■ **About this exercise**
No pictures go into the copy. Write out every line below exactly.

■ **Dataset excerpt**
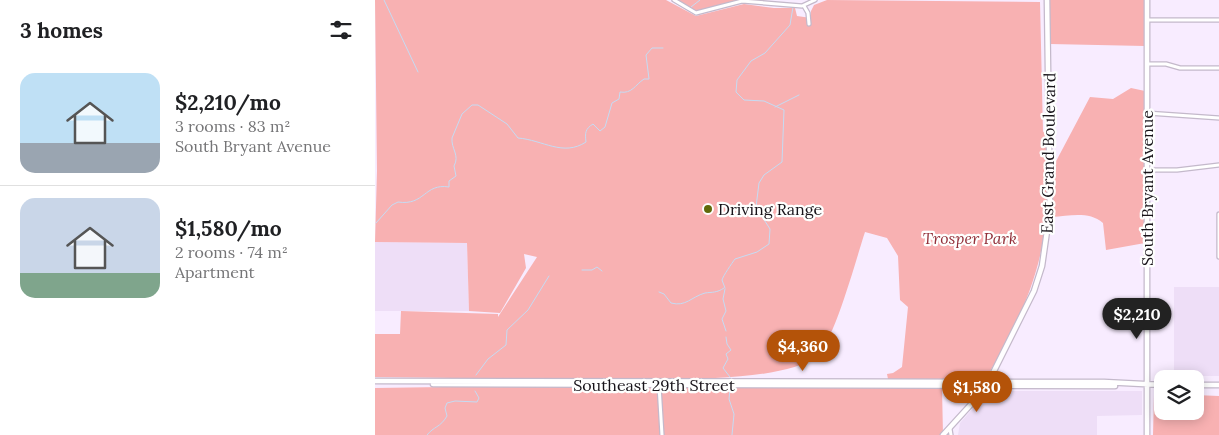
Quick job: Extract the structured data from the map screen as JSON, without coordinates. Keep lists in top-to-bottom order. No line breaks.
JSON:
{"streets":{"street":["East Grand Boulevard","South Bryant Avenue","Southeast 29th Street"]},"crossings":[["East Grand Boulevard","Southeast 29th Street"],["South Bryant Avenue","Southeast 29th Street"]],"parks":["Trosper Park"],"places":["Driving Range"],"page":{"heading":"3 homes","list":[{"name":"$2,210/mo","note":"3 rooms · 83 m² · South Bryant Avenue"},{"name":"$1,580/mo","note":"2 rooms · 74 m² · Apartment"}],"price":["$2,210","$4,360","$1,580"]}}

■ **Answer box**
Quick job: Extract the structured data from the map screen as JSON, without coordinates. Keep lists in top-to-bottom order. No line breaks.
JSON:
{"streets":{"street":["East Grand Boulevard","South Bryant Avenue","Southeast 29th Street"]},"crossings":[["East Grand Boulevard","Southeast 29th Street"],["South Bryant Avenue","Southeast 29th Street"]],"parks":["Trosper Park"],"places":["Driving Range"],"page":{"heading":"3 homes","list":[{"name":"$2,210/mo","note":"3 rooms · 83 m² · South Bryant Avenue"},{"name":"$1,580/mo","note":"2 rooms · 74 m² · Apartment"}],"price":["$2,210","$4,360","$1,580"]}}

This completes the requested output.